Work order — Repeat the records word for word.

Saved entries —
┄┄┄┄┄┄┄┄┄┄

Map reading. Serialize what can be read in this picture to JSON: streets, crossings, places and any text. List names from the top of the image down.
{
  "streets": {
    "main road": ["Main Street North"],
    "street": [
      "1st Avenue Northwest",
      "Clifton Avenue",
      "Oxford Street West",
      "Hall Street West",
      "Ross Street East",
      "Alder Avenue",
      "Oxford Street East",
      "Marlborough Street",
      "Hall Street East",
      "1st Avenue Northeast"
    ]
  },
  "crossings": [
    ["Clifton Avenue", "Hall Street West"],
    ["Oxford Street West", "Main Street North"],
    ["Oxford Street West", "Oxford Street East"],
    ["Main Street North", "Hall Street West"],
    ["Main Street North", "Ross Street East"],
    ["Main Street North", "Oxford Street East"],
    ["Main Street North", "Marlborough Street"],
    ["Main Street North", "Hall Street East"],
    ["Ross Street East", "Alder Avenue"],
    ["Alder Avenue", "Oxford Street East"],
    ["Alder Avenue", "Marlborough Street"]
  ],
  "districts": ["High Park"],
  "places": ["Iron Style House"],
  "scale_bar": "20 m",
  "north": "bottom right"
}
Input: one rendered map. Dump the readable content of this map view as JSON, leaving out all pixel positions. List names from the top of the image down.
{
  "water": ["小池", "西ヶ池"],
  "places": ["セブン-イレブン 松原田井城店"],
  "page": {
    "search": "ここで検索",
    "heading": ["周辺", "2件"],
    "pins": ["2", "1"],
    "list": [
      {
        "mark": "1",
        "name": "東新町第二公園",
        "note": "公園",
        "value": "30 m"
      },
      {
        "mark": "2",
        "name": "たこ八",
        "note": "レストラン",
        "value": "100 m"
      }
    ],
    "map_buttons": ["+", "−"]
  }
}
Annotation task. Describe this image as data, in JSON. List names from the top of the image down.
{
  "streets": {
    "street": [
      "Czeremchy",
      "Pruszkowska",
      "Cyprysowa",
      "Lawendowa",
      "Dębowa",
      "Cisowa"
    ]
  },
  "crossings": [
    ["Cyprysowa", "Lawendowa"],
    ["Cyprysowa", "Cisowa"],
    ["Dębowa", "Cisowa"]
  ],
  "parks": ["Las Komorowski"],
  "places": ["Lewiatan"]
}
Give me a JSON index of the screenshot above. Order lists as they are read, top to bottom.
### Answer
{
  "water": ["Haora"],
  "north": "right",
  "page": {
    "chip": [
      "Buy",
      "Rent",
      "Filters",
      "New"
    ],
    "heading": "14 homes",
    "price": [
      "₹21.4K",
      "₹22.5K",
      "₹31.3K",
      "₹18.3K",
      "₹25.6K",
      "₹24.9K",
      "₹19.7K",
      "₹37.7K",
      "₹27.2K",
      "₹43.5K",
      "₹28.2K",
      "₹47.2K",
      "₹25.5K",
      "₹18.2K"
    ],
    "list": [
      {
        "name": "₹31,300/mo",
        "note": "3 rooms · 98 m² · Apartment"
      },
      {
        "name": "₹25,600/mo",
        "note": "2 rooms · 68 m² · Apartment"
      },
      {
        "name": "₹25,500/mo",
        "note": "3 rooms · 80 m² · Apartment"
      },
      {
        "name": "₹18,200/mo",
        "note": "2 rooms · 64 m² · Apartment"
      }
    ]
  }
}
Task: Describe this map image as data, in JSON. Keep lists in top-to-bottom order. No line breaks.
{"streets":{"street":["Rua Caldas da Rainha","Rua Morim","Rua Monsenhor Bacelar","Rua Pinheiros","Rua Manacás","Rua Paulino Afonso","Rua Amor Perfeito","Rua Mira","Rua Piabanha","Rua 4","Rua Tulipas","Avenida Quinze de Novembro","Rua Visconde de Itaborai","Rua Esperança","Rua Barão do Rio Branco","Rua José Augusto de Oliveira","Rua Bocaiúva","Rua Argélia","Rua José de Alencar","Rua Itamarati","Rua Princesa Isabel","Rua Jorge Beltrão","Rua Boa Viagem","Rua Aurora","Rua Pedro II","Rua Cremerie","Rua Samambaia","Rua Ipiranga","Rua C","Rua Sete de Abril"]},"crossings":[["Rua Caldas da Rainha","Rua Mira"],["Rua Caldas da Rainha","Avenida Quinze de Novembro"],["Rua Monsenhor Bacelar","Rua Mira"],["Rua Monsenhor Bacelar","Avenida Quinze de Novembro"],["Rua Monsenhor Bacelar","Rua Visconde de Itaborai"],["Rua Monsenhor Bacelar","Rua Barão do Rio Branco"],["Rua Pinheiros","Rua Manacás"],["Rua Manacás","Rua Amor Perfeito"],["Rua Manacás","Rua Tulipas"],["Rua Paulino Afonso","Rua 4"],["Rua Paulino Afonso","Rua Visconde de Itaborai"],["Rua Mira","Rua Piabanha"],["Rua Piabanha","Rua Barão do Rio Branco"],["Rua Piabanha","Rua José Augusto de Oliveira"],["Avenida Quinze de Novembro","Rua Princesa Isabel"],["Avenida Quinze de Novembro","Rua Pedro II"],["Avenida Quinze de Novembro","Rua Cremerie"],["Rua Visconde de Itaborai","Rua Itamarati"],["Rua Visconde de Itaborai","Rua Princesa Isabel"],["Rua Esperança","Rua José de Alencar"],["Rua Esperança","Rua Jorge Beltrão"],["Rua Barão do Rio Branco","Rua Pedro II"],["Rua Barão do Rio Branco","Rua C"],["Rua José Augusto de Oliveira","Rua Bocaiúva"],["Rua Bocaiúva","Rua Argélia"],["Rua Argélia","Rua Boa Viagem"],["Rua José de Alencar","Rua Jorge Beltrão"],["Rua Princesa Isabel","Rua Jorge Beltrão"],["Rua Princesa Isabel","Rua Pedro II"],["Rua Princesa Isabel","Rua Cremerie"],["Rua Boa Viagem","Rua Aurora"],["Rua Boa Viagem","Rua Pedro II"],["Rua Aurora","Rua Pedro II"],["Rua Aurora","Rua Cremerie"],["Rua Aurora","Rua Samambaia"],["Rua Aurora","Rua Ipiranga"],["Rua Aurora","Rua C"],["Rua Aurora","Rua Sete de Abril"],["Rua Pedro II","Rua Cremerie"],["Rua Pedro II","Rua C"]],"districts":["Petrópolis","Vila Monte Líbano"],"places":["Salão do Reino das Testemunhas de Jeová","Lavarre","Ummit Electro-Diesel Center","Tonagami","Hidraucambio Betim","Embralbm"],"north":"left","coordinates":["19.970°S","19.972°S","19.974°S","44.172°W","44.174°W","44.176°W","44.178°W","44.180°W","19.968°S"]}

┄┄┄┄┄┄┄┄┄┄

Answer section —
Map reading. Serialize what can be read in this picture to JSON: streets, crossings, places and any text. List names from the top of the image down.
{
  "streets": {
    "main road": ["Main Street North"],
    "street": [
      "1st Avenue Northwest",
      "Clifton Avenue",
      "Oxford Street West",
      "Hall Street West",
      "Ross Street East",
      "Alder Avenue",
      "Oxford Street East",
      "Marlborough Street",
      "Hall Street East",
      "1st Avenue Northeast"
    ]
  },
  "crossings": [
    ["Clifton Avenue", "Hall Street West"],
    ["Oxford Street West", "Main Street North"],
    ["Oxford Street West", "Oxford Street East"],
    ["Main Street North", "Hall Street West"],
    ["Main Street North", "Ross Street East"],
    ["Main Street North", "Oxford Street East"],
    ["Main Street North", "Marlborough Street"],
    ["Main Street North", "Hall Street East"],
    ["Ross Street East", "Alder Avenue"],
    ["Alder Avenue", "Oxford Street East"],
    ["Alder Avenue", "Marlborough Street"]
  ],
  "districts": ["High Park"],
  "places": ["Iron Style House"],
  "scale_bar": "20 m",
  "north": "bottom right"
}
Input: one rendered map. Dump the readable content of this map view as JSON, leaving out all pixel positions. List names from the top of the image down.
{
  "water": ["小池", "西ヶ池"],
  "places": ["セブン-イレブン 松原田井城店"],
  "page": {
    "search": "ここで検索",
    "heading": ["周辺", "2件"],
    "pins": ["2", "1"],
    "list": [
      {
        "mark": "1",
        "name": "東新町第二公園",
        "note": "公園",
        "value": "30 m"
      },
      {
        "mark": "2",
        "name": "たこ八",
        "note": "レストラン",
        "value": "100 m"
      }
    ],
    "map_buttons": ["+", "−"]
  }
}
Annotation task. Describe this image as data, in JSON. List names from the top of the image down.
{
  "streets": {
    "street": [
      "Czeremchy",
      "Pruszkowska",
      "Cyprysowa",
      "Lawendowa",
      "Dębowa",
      "Cisowa"
    ]
  },
  "crossings": [
    ["Cyprysowa", "Lawendowa"],
    ["Cyprysowa", "Cisowa"],
    ["Dębowa", "Cisowa"]
  ],
  "parks": ["Las Komorowski"],
  "places": ["Lewiatan"]
}
Give me a JSON index of the screenshot above. Order lists as they are read, top to bottom.
### Answer
{
  "water": ["Haora"],
  "north": "right",
  "page": {
    "chip": [
      "Buy",
      "Rent",
      "Filters",
      "New"
    ],
    "heading": "14 homes",
    "price": [
      "₹21.4K",
      "₹22.5K",
      "₹31.3K",
      "₹18.3K",
      "₹25.6K",
      "₹24.9K",
      "₹19.7K",
      "₹37.7K",
      "₹27.2K",
      "₹43.5K",
      "₹28.2K",
      "₹47.2K",
      "₹25.5K",
      "₹18.2K"
    ],
    "list": [
      {
        "name": "₹31,300/mo",
        "note": "3 rooms · 98 m² · Apartment"
      },
      {
        "name": "₹25,600/mo",
        "note": "2 rooms · 68 m² · Apartment"
      },
      {
        "name": "₹25,500/mo",
        "note": "3 rooms · 80 m² · Apartment"
      },
      {
        "name": "₹18,200/mo",
        "note": "2 rooms · 64 m² · Apartment"
      }
    ]
  }
}
Task: Describe this map image as data, in JSON. Keep lists in top-to-bottom order. No line breaks.
{"streets":{"street":["Rua Caldas da Rainha","Rua Morim","Rua Monsenhor Bacelar","Rua Pinheiros","Rua Manacás","Rua Paulino Afonso","Rua Amor Perfeito","Rua Mira","Rua Piabanha","Rua 4","Rua Tulipas","Avenida Quinze de Novembro","Rua Visconde de Itaborai","Rua Esperança","Rua Barão do Rio Branco","Rua José Augusto de Oliveira","Rua Bocaiúva","Rua Argélia","Rua José de Alencar","Rua Itamarati","Rua Princesa Isabel","Rua Jorge Beltrão","Rua Boa Viagem","Rua Aurora","Rua Pedro II","Rua Cremerie","Rua Samambaia","Rua Ipiranga","Rua C","Rua Sete de Abril"]},"crossings":[["Rua Caldas da Rainha","Rua Mira"],["Rua Caldas da Rainha","Avenida Quinze de Novembro"],["Rua Monsenhor Bacelar","Rua Mira"],["Rua Monsenhor Bacelar","Avenida Quinze de Novembro"],["Rua Monsenhor Bacelar","Rua Visconde de Itaborai"],["Rua Monsenhor Bacelar","Rua Barão do Rio Branco"],["Rua Pinheiros","Rua Manacás"],["Rua Manacás","Rua Amor Perfeito"],["Rua Manacás","Rua Tulipas"],["Rua Paulino Afonso","Rua 4"],["Rua Paulino Afonso","Rua Visconde de Itaborai"],["Rua Mira","Rua Piabanha"],["Rua Piabanha","Rua Barão do Rio Branco"],["Rua Piabanha","Rua José Augusto de Oliveira"],["Avenida Quinze de Novembro","Rua Princesa Isabel"],["Avenida Quinze de Novembro","Rua Pedro II"],["Avenida Quinze de Novembro","Rua Cremerie"],["Rua Visconde de Itaborai","Rua Itamarati"],["Rua Visconde de Itaborai","Rua Princesa Isabel"],["Rua Esperança","Rua José de Alencar"],["Rua Esperança","Rua Jorge Beltrão"],["Rua Barão do Rio Branco","Rua Pedro II"],["Rua Barão do Rio Branco","Rua C"],["Rua José Augusto de Oliveira","Rua Bocaiúva"],["Rua Bocaiúva","Rua Argélia"],["Rua Argélia","Rua Boa Viagem"],["Rua José de Alencar","Rua Jorge Beltrão"],["Rua Princesa Isabel","Rua Jorge Beltrão"],["Rua Princesa Isabel","Rua Pedro II"],["Rua Princesa Isabel","Rua Cremerie"],["Rua Boa Viagem","Rua Aurora"],["Rua Boa Viagem","Rua Pedro II"],["Rua Aurora","Rua Pedro II"],["Rua Aurora","Rua Cremerie"],["Rua Aurora","Rua Samambaia"],["Rua Aurora","Rua Ipiranga"],["Rua Aurora","Rua C"],["Rua Aurora","Rua Sete de Abril"],["Rua Pedro II","Rua Cremerie"],["Rua Pedro II","Rua C"]],"districts":["Petrópolis","Vila Monte Líbano"],"places":["Salão do Reino das Testemunhas de Jeová","Lavarre","Ummit Electro-Diesel Center","Tonagami","Hidraucambio Betim","Embralbm"],"north":"left","coordinates":["19.970°S","19.972°S","19.974°S","44.172°W","44.174°W","44.176°W","44.178°W","44.180°W","19.968°S"]}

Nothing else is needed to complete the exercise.